Viele Soldaten hätten auch mutwillig den Besitz palästinensischer Familien zerstört, "weil es ihnen Spaß macht". "Wir können sagen, sooft wir wollen, dass die israelische Armee moralisch überlegen ist, aber im Feld ist das einfach nicht so." Der Leiter der Akademie, Danny Samir, sagte über die Aussagen während der Versammlung: "Für uns war das ein totaler Schock." Die israelische Organisation Rabbiner für Menschenrechte nannte die Vorfälle einen "moralischen Tsunami" und rief zur nationalen Trauer und Buße auf.
Die israelische Armee teilte am Donnerstag mit, der Militär-Generalanwalt, Avichai Mendelblit, habe eine Untersuchung der Vorwürfe durch die Militärpolizei angeordnet. Man werde "die Ereignisse prüfen, die während der Versammlung beschrieben wurden".
Während der dreiwöchigen israelischen Militäroffensive im Gazastreifen zum Jahreswechsel wurden nach Angaben des Palästinensischen Zentrums für Menschenrechte insgesamt 1.434 Palästinenser getötet und weitere 5.303 verletzt. Unter den Todesopfern seien 960 Zivilisten, teilte die Organisation vor einer Woche zum Abschluss einer Untersuchung in Gaza mit. Israel wollte mit dem Einsatz den Raketenbeschuss israelischer Ortschaften durch militante Palästinenser aus dem Gazastreifen unterbinden. Die wechselseitigen Angriffe gehen jedoch weiter.

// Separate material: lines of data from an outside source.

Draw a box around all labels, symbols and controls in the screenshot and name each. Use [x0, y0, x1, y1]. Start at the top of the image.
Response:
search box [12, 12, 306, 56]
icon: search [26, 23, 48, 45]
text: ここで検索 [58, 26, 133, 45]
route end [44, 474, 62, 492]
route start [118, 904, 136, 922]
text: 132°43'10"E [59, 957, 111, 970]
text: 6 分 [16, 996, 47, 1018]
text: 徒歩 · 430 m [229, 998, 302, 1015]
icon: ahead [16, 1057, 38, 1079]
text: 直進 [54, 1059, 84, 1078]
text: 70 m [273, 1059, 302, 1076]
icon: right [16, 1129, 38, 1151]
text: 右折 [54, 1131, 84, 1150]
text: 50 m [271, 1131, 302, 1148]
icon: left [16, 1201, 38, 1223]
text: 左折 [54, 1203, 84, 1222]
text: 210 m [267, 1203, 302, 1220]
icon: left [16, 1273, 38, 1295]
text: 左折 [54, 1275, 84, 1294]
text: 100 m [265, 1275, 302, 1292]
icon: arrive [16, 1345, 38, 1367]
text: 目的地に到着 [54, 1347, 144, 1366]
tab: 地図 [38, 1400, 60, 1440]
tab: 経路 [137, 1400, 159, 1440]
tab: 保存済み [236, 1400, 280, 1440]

Nach den gescheiterten Verhandlungen zwischen Israel und der Hamas, die den Gazastreifen kontrolliert, über einen Gefangenenaustausch erhöhte Israel den Druck auf die Palästinenserorganisation. In der Nacht zum Donnerstag wurden nach Angaben der Armee bei einem gemeinsamen Einsatz von Inlandsgeheimdienst und Armee an mehreren Orten des Westjordanlands zehn ranghohe Hamas-Mitglieder festgenommen. Die Männer seien Mitglieder der Hamas-Führung im Westjordanland, sagte eine Armeesprecherin.
Verhandlungen zwischen Israel und der Hamas über einen Gefangenenaustausch waren am Dienstag gescheitert. Der in den Gazastreifen verschleppte israelische Soldaten Gilad Schalit sollte gegen hunderte palästinensische Gefangene in israelischen Gefängnissen ausgetauscht werden. Die Hamas sprach am Donnerstag von Erpressung und kündigte an, keinerlei Zugeständnisse machen zu wollen.
taz lesen kann jede:r
Als Genossenschaft gehören wir unseren Leser:innen. Und unser Journalismus ist nicht nur 100 % konzernfrei, sondern auch kostenfrei zugänglich. Texte, die es nicht allen recht machen und Stimmen, die man woanders nicht hört – immer aus Überzeugung und hier auf taz.de ohne Paywall. Unsere Leser:innen müssen nichts bezahlen, wissen aber, dass guter, kritischer Journalismus nicht aus dem Nichts entsteht. Dafür sind wir sehr dankbar. Damit wir auch morgen noch unseren Journalismus machen können, brauchen wir mehr Unterstützung. Unser nächstes Ziel: 40.000 – und mit Ihrer Beteiligung können wir es schaffen. Setzen Sie ein Zeichen für die taz und für die Zukunft unseres Journalismus. Mit nur 5,- Euro sind Sie dabei! Jetzt unterstützen
meistkommentiert
Haftbefehl gegen Netanjahu
Sollte die deutsche Polizei Netanjahu verhaften?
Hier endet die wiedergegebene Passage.